*EXCERPTED RECORDS*
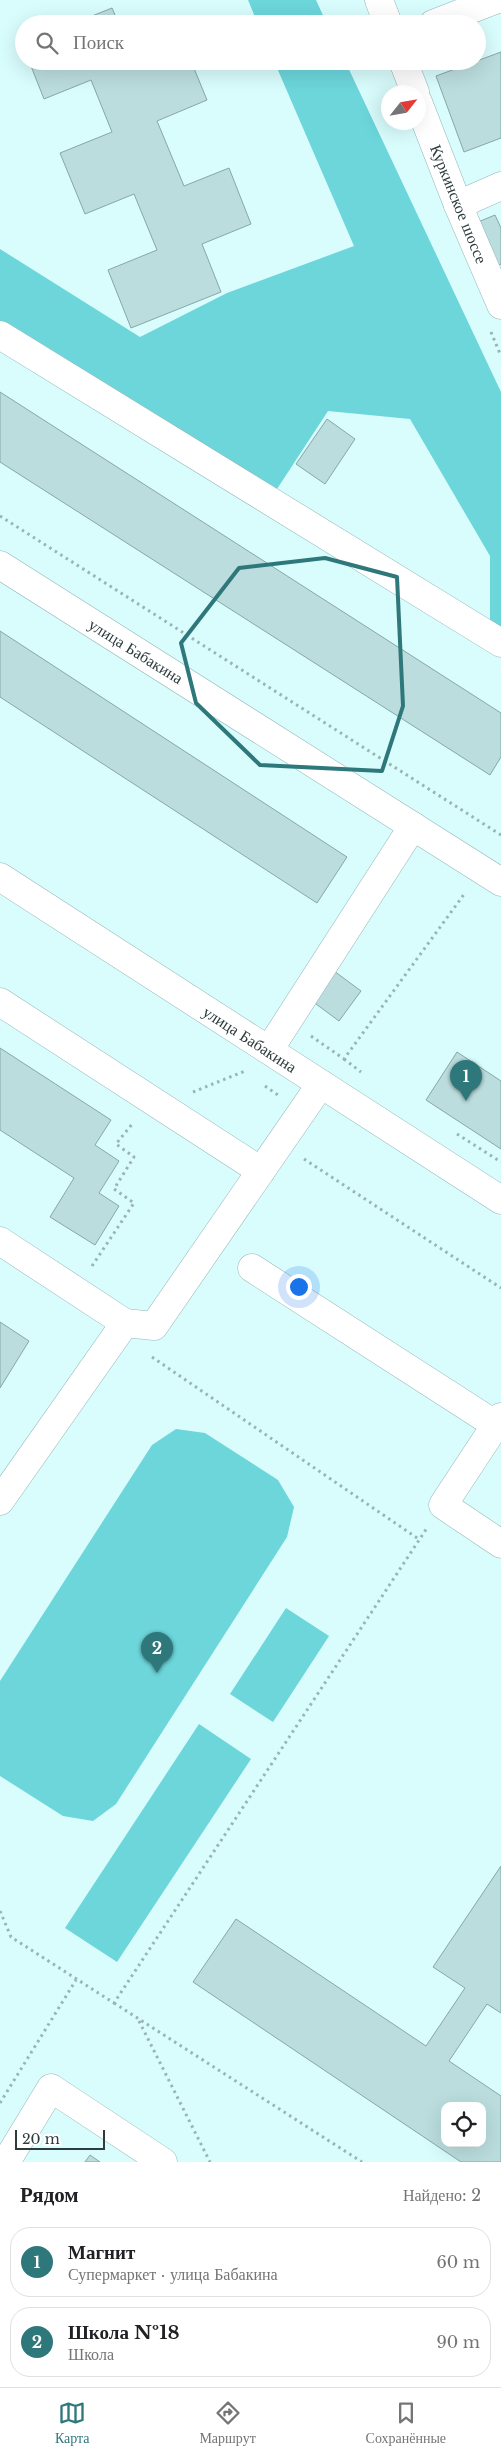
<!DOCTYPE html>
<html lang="ru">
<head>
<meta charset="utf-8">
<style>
	body { margin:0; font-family:"Libre Baskerville",serif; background:#f6f6f6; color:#202124 }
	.controls { position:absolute; right:15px; bottom:15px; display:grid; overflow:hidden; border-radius:10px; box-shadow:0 5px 20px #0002 }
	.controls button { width:45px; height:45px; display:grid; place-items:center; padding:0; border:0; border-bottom:1px solid #e0e0e0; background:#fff; color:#202124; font:25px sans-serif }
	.compass { position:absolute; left:381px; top:85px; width:45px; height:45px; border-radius:50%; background:#fff; box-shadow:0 5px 20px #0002; rotate:59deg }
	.scale { position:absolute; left:15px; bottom:12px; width:90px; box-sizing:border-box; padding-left:5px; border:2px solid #2e3b3c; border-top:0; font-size:14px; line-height:18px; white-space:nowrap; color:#2e3b3c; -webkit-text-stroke:4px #fff; paint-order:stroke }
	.you { position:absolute; left:298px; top:1286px; width:18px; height:18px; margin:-12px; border:4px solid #fff; border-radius:50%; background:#1a73e8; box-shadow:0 0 0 8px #1a73e833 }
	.badge { display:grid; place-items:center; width:32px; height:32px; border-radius:50%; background:#2e787b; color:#fff; font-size:16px; font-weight:700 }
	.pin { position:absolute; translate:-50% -41px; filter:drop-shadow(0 1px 2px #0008) }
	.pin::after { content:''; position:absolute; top:26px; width:18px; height:15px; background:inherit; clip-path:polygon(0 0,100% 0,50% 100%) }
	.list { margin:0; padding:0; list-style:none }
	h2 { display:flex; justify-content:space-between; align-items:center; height:65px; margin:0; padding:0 20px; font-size:21px }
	h2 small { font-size:16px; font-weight:400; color:#757577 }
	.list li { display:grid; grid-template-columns:32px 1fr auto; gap:15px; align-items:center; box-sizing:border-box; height:70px; margin:0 10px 10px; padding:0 10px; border:1px solid #e0e0e0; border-radius:20px }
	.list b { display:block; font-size:19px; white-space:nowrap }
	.list p { margin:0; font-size:16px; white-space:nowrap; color:#757577 }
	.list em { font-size:16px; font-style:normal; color:#757577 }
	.icon { flex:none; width:28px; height:28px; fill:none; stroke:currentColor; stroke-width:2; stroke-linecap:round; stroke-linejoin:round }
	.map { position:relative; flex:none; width:501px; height:2162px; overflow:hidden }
	.search { position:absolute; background:#fff; box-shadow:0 5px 20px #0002; left:15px; right:15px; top:15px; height:55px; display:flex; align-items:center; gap:12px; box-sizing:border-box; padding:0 18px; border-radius:28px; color:#757577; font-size:19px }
	.sheet { height:225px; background:#fff }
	nav { display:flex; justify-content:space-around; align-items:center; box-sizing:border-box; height:70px; border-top:1px solid #e0e0e0; background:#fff; font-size:14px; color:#757577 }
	nav a { display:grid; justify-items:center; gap:2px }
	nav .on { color:#2e787b }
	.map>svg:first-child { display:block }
	.green { fill:#6cd6db }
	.building { fill:#bbddde; stroke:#87a7a9; fill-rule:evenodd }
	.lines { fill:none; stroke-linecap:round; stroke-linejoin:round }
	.minor-casing { stroke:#95b6b8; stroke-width:29 }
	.path { stroke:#99b4b5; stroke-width:3; stroke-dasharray:2.5 4; stroke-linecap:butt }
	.minor { stroke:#fff; stroke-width:28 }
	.marked { fill:none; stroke:#2e787b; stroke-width:4; stroke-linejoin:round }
	.labels { text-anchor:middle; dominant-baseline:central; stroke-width:5; stroke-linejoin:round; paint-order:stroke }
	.street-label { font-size:16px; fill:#2e3b3c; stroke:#fff }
</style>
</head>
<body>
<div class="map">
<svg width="501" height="2162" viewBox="0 0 501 2162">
	<rect width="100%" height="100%" fill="#d9fcfd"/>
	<g class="green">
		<polygon points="248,0 316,0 327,24 258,24"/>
		<polygon points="274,61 345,61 501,392 501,627 490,628 490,556 410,419 328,411 277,489 0,329 0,249 140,337 227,293 354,246"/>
		<polygon points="176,1429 205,1433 278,1480 294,1507 287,1537 116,1804 93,1821 63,1816 0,1776 0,1681 152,1445"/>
		<polygon points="286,1608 329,1636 273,1722 230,1694"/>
		<polygon points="199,1724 251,1759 117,1962 65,1928"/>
	</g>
	<g class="building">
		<polygon points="112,8 119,24 72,24"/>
		<polygon points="501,52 501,138 464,152 436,76"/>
		<polygon points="29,61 191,61 207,100 157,121 184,186 229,168 251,224 202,244 221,292 131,328 108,270 157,250 134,194 85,214 60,153 112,132 91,80 44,99"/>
		<polygon points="495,215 501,228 501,264 497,266 478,222"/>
		<polygon points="0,392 501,713 501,757 490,775 0,462"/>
		<polygon points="327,419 355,439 325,484 296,464"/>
		<polygon points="0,631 347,857 317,903 0,697"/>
		<polygon points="334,971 361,991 339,1021 312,1001"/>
		<polygon points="0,1048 111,1120 95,1145 119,1161 99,1193 119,1206 95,1245 50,1217 74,1178 0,1130"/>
		<polygon points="457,1052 501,1081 501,1149 426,1100"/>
		<polygon points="0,1322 29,1341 0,1388"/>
		<path d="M501,1866V2013L487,2004L449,2061L501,2096V2162H461L193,1982L236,1919L426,2046L465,1988L433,1967ZM445,2106H482V2143H445Z"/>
		<polygon points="90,2155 100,2162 85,2162"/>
	</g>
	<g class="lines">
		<g class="minor-casing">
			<g id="minor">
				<polyline points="379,0 388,24"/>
				<polyline points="433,24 495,0"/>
				<polyline points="403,61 415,92"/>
				<polyline points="418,102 458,205 501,305"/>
				<polyline points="458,205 501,186"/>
				<polyline points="0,335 501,643"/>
				<polyline points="0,565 501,882"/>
				<polyline points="0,877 501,1200"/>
				<polyline points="0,1002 261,1171"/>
				<polyline points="269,1050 413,826"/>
				<polyline points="0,1241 125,1323"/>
				<polyline points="252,1268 496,1425"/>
				<polyline points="501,1417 443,1505 501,1544"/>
				<polyline points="0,1501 125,1323 154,1326 321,1084"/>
				<polyline points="6,2162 51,2088 163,2162"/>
			</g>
		</g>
		<g class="path">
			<polyline points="491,332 501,356"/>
			<polyline points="0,516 501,835"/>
			<polyline points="311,1036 344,1059 465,893"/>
			<polyline points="344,1059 361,1072"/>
			<polyline points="265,1086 278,1095"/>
			<polyline points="193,1092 245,1071"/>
			<polyline points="457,1134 501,1162"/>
			<polyline points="304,1159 501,1288"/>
			<polyline points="92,1266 134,1203 114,1189 134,1157 116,1144 133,1123"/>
			<polyline points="152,1357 420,1540"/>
			<polyline points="0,1911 11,1937 114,2003 427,1528"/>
			<polyline points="114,2003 362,2162"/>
			<polyline points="139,2021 210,2162"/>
			<polyline points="0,2103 76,1980"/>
		</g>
		<use href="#minor" class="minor"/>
	</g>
	<path class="marked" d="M325,558L397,577L403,706L382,771L260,765L196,703L181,643L239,568Z"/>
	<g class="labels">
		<g class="street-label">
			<text transform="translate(459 204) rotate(68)">Куркинское шоссе</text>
			<text transform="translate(136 651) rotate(32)">улица Бабакина</text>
			<text transform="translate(250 1039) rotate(33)">улица Бабакина</text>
		</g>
	</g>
</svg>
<div class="controls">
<button><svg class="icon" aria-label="locate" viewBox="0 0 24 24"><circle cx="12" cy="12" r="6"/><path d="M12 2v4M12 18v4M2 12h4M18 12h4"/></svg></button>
</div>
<svg class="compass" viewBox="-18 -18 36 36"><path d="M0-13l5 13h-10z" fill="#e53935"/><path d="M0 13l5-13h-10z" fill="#757577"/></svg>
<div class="scale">20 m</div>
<div class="you"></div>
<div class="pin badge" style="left:466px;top:1101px">1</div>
<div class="pin badge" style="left:157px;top:1673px">2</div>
<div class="search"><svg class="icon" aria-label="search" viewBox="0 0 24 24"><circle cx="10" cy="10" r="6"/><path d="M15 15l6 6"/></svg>Поиск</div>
</div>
<section class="sheet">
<h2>Рядом<small>Найдено: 2</small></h2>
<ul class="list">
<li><span class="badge">1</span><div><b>Магнит</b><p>Супермаркет · улица Бабакина</p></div><em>60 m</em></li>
<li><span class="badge">2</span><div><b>Школа №18</b><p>Школа</p></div><em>90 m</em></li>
</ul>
</section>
<nav>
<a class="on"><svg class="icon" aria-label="map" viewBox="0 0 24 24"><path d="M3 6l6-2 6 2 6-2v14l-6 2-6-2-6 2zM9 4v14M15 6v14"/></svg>Карта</a>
<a><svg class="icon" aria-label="directions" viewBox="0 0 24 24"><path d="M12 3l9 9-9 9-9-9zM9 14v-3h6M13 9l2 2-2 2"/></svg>Маршрут</a>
<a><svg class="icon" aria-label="saved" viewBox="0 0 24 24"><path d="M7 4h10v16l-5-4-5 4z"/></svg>Сохранённые</a>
</nav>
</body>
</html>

*TASK DIRECTIONS*
The required answer is the exact run of lines above starting at the line with "position:relative; flex:none; width:501px;" and ending at the line with "stroke:#99b4b5; stroke-width:3; stroke-dasharray:2.5", with both ends present.

*SOLUTION FOR THIS TASK*
	.map { position:relative; flex:none; width:501px; height:2162px; overflow:hidden }
	.search { position:absolute; background:#fff; box-shadow:0 5px 20px #0002; left:15px; right:15px; top:15px; height:55px; display:flex; align-items:center; gap:12px; box-sizing:border-box; padding:0 18px; border-radius:28px; color:#757577; font-size:19px }
	.sheet { height:225px; background:#fff }
	nav { display:flex; justify-content:space-around; align-items:center; box-sizing:border-box; height:70px; border-top:1px solid #e0e0e0; background:#fff; font-size:14px; color:#757577 }
	nav a { display:grid; justify-items:center; gap:2px }
	nav .on { color:#2e787b }
	.map>svg:first-child { display:block }
	.green { fill:#6cd6db }
	.building { fill:#bbddde; stroke:#87a7a9; fill-rule:evenodd }
	.lines { fill:none; stroke-linecap:round; stroke-linejoin:round }
	.minor-casing { stroke:#95b6b8; stroke-width:29 }
	.path { stroke:#99b4b5; stroke-width:3; stroke-dasharray:2.5 4; stroke-linecap:butt }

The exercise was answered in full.